**Stored data:**
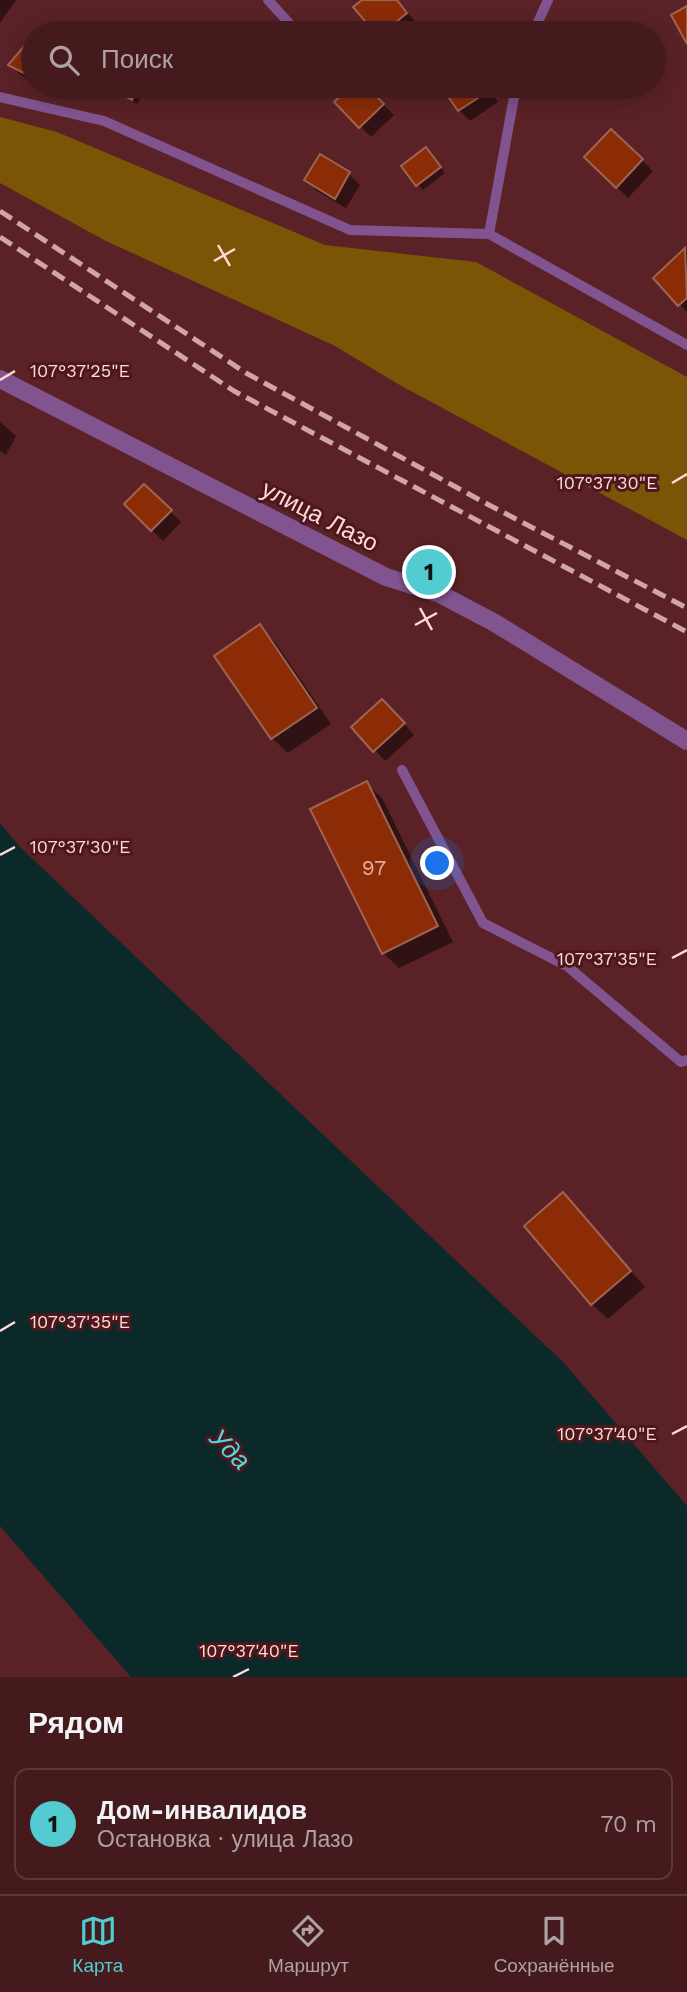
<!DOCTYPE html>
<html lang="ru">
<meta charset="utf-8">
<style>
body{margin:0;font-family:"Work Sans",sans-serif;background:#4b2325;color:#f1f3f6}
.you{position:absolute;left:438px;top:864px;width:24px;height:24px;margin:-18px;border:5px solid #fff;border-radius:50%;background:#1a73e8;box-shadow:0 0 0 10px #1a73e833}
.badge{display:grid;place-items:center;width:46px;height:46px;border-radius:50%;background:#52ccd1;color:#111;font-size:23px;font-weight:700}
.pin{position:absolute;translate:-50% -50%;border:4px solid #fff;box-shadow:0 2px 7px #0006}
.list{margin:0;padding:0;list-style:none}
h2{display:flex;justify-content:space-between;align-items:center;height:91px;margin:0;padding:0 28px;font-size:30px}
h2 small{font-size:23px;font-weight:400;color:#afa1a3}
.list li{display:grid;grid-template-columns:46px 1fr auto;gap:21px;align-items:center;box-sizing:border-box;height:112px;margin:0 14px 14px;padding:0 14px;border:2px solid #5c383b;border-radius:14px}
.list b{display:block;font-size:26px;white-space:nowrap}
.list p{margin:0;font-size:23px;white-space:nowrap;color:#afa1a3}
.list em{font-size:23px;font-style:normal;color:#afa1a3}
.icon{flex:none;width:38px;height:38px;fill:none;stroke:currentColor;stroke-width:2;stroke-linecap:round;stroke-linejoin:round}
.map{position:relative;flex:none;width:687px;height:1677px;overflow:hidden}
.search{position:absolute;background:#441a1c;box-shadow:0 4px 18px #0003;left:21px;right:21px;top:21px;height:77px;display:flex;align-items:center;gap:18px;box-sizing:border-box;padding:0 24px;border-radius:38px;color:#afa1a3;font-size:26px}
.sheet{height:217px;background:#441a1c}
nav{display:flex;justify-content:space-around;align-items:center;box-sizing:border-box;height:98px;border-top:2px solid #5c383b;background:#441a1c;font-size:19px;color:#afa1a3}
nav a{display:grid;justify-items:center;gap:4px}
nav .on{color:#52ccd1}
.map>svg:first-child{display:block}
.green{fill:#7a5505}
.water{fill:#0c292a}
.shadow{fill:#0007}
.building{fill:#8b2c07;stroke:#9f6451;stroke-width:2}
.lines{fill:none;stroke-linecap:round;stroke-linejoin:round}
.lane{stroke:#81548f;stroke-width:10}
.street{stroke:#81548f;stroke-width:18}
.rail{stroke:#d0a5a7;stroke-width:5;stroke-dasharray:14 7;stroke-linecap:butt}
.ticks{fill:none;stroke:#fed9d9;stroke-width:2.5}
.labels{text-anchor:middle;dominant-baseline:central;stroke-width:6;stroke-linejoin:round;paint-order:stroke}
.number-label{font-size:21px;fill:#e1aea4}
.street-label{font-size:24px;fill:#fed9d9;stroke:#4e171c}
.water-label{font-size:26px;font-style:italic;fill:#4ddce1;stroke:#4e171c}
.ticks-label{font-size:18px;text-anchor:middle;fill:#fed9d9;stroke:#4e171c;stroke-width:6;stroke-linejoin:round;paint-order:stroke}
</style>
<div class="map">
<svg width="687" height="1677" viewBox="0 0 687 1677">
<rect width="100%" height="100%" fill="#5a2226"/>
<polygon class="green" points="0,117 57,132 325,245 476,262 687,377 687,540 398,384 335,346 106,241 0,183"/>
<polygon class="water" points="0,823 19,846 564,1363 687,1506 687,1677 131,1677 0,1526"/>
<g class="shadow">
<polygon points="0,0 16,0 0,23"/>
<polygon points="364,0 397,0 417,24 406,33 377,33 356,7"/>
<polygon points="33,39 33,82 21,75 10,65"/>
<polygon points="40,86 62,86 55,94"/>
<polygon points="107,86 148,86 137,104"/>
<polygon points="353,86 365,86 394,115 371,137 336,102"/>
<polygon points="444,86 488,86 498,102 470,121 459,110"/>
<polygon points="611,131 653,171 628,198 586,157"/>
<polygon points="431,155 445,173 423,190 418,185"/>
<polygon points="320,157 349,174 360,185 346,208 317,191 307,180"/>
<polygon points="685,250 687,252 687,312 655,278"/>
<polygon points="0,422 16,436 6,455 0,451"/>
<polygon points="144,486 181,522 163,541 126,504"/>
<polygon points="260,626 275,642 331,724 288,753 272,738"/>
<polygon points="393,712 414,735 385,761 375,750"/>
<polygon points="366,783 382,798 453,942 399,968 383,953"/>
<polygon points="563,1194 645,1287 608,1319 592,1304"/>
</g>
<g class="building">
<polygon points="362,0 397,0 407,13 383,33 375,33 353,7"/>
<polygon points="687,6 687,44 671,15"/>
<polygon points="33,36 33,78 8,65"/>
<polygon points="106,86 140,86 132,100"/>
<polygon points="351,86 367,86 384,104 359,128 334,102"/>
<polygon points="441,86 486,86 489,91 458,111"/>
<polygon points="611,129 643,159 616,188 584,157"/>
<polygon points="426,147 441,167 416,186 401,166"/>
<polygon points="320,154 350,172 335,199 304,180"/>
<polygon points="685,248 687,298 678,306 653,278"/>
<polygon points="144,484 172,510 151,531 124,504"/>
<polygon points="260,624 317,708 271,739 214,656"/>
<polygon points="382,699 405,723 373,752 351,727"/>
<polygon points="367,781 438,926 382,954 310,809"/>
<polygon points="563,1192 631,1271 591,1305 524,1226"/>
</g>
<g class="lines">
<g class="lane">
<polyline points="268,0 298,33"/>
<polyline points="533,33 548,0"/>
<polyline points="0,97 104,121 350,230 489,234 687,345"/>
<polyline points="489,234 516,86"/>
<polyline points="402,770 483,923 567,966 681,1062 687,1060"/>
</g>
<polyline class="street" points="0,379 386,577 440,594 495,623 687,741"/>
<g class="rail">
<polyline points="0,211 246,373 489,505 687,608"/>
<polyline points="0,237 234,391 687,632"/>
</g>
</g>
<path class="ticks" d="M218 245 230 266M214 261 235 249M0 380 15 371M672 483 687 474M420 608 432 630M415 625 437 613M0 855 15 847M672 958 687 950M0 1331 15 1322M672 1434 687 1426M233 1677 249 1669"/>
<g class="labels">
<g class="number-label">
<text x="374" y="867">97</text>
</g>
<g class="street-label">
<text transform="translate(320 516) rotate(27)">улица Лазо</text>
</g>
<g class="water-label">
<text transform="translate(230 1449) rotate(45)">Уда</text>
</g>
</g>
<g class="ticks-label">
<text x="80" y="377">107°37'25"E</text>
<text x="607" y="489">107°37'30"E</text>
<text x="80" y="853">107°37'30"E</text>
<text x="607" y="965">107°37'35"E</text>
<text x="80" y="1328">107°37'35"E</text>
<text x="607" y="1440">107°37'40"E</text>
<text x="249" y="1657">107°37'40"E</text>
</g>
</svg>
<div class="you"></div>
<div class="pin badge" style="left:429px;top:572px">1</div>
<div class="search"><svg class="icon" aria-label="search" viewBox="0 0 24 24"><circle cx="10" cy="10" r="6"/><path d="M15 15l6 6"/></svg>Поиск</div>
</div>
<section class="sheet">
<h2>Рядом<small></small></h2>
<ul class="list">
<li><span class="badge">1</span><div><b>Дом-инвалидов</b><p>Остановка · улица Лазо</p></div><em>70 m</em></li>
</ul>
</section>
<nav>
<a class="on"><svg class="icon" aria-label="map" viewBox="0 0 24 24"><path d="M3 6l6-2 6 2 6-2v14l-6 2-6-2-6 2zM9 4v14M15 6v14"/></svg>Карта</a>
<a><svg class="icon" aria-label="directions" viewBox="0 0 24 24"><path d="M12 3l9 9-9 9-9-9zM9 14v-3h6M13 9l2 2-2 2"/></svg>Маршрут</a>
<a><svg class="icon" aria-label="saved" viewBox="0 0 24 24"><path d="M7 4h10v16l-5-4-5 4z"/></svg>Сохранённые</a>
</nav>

* * *

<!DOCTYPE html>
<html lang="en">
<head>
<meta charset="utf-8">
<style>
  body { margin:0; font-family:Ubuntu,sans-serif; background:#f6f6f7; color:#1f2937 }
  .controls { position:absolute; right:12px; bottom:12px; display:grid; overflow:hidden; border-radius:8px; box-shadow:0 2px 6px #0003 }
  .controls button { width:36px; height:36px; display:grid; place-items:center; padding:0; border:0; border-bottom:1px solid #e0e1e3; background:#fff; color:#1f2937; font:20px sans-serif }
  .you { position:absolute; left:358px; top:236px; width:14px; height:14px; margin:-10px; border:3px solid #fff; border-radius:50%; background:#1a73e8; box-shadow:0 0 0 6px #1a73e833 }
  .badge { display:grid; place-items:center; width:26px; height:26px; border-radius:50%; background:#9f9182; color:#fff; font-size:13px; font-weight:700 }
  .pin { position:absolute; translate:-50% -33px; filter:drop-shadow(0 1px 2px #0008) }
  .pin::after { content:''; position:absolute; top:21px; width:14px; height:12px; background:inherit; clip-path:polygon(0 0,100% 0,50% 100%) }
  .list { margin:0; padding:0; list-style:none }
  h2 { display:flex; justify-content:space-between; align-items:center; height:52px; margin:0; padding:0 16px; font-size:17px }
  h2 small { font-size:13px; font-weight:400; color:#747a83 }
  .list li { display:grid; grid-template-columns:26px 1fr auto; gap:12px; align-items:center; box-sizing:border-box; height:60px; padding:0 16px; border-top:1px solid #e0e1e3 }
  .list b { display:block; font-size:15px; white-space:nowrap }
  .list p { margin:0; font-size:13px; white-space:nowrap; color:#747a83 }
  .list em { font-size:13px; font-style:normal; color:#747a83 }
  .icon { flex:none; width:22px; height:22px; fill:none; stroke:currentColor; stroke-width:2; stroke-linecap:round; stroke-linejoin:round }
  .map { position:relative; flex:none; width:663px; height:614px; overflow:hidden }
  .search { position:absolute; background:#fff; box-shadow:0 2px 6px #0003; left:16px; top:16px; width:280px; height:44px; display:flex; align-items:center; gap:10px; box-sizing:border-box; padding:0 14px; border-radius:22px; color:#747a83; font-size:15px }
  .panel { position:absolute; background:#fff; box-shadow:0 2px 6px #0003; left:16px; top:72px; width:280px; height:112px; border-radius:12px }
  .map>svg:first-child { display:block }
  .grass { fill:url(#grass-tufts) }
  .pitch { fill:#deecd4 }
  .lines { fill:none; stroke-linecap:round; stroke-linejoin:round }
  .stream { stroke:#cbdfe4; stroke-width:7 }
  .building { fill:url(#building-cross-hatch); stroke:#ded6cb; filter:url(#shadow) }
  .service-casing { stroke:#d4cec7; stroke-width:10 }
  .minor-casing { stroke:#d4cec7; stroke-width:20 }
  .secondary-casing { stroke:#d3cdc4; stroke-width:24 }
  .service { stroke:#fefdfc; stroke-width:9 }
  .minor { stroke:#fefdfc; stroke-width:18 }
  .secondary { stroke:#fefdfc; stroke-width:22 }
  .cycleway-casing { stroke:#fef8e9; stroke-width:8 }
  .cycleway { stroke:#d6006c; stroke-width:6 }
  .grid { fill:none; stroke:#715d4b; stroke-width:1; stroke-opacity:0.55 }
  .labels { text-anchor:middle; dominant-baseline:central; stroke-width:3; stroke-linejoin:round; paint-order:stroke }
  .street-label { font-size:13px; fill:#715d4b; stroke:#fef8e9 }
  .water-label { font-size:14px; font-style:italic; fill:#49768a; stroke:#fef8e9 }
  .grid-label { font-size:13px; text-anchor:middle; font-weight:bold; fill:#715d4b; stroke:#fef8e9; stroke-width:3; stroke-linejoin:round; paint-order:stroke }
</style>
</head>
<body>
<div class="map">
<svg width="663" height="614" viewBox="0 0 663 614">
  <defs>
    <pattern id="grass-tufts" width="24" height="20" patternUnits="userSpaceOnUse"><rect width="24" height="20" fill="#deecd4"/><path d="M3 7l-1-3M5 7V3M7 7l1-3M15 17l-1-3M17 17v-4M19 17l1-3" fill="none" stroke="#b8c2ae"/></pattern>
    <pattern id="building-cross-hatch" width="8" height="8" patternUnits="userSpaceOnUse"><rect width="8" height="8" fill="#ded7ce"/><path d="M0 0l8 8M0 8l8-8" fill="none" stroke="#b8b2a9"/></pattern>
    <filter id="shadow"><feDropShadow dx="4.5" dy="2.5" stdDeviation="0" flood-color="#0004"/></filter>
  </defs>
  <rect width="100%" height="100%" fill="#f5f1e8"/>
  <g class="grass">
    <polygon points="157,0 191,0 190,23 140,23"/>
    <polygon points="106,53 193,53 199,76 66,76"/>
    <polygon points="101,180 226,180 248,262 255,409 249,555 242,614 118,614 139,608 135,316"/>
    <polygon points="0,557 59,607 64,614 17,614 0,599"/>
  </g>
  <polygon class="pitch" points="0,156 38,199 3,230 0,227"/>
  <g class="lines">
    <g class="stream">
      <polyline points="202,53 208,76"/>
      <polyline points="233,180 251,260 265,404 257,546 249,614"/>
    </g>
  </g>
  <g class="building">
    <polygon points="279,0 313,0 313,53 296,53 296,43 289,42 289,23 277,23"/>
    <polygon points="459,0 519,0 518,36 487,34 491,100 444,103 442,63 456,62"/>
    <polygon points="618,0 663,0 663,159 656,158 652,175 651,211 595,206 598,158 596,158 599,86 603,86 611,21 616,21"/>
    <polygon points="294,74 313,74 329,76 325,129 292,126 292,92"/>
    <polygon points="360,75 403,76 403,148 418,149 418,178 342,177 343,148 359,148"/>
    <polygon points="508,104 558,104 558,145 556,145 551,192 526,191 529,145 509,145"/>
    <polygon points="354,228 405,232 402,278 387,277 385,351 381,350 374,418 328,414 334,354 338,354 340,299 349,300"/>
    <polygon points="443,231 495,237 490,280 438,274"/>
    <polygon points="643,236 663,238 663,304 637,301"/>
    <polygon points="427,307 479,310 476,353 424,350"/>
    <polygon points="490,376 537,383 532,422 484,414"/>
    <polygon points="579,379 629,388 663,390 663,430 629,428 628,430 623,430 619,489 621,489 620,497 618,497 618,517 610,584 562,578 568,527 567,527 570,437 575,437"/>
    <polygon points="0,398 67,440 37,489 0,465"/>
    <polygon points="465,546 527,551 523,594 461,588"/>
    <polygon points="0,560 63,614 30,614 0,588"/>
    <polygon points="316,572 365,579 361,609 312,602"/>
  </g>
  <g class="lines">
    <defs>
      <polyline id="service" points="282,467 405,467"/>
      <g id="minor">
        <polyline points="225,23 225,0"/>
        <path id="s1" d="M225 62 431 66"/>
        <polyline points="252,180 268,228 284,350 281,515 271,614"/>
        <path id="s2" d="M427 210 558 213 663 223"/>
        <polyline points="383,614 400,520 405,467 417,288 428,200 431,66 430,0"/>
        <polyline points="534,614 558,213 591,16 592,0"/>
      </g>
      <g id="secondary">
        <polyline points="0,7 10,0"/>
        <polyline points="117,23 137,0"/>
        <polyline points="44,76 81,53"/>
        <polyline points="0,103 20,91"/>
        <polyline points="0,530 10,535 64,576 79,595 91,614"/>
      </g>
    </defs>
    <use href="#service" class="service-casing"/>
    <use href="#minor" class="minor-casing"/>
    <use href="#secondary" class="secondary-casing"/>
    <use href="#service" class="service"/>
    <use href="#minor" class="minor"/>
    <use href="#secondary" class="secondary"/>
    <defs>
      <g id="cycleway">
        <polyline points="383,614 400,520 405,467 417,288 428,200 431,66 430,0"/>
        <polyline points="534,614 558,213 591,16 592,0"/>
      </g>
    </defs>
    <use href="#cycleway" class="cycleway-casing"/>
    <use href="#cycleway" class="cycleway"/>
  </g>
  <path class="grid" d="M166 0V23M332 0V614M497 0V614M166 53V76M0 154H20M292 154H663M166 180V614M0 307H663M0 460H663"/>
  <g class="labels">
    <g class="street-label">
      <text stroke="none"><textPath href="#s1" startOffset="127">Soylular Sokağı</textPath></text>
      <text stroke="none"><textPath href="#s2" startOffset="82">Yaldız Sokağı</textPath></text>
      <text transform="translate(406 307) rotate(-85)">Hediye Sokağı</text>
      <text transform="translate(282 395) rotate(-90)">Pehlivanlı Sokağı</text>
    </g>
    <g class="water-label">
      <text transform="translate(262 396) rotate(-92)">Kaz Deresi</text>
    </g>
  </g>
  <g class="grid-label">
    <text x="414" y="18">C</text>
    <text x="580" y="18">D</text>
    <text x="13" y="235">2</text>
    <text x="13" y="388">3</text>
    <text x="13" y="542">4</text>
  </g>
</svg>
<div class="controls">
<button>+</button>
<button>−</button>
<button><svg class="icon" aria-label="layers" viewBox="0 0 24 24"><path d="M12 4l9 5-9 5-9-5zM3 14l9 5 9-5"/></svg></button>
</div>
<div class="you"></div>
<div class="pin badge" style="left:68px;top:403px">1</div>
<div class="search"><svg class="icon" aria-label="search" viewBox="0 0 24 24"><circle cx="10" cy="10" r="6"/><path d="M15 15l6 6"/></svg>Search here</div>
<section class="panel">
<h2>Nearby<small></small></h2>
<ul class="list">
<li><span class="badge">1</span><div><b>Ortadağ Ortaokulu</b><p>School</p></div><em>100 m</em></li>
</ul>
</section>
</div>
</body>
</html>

**Task statement:**
List the lines of the material in which the word "columns" occurs.

**Answer for this exercise:**
.list li{display:grid;grid-template-columns:46px 1fr auto;gap:21px;align-items:center;box-sizing:border-box;height:112px;margin:0 14px 14px;padding:0 14px;border:2px solid #5c383b;border-radius:14px}
  .list li { display:grid; grid-template-columns:26px 1fr auto; gap:12px; align-items:center; box-sizing:border-box; height:60px; padding:0 16px; border-top:1px solid #e0e1e3 }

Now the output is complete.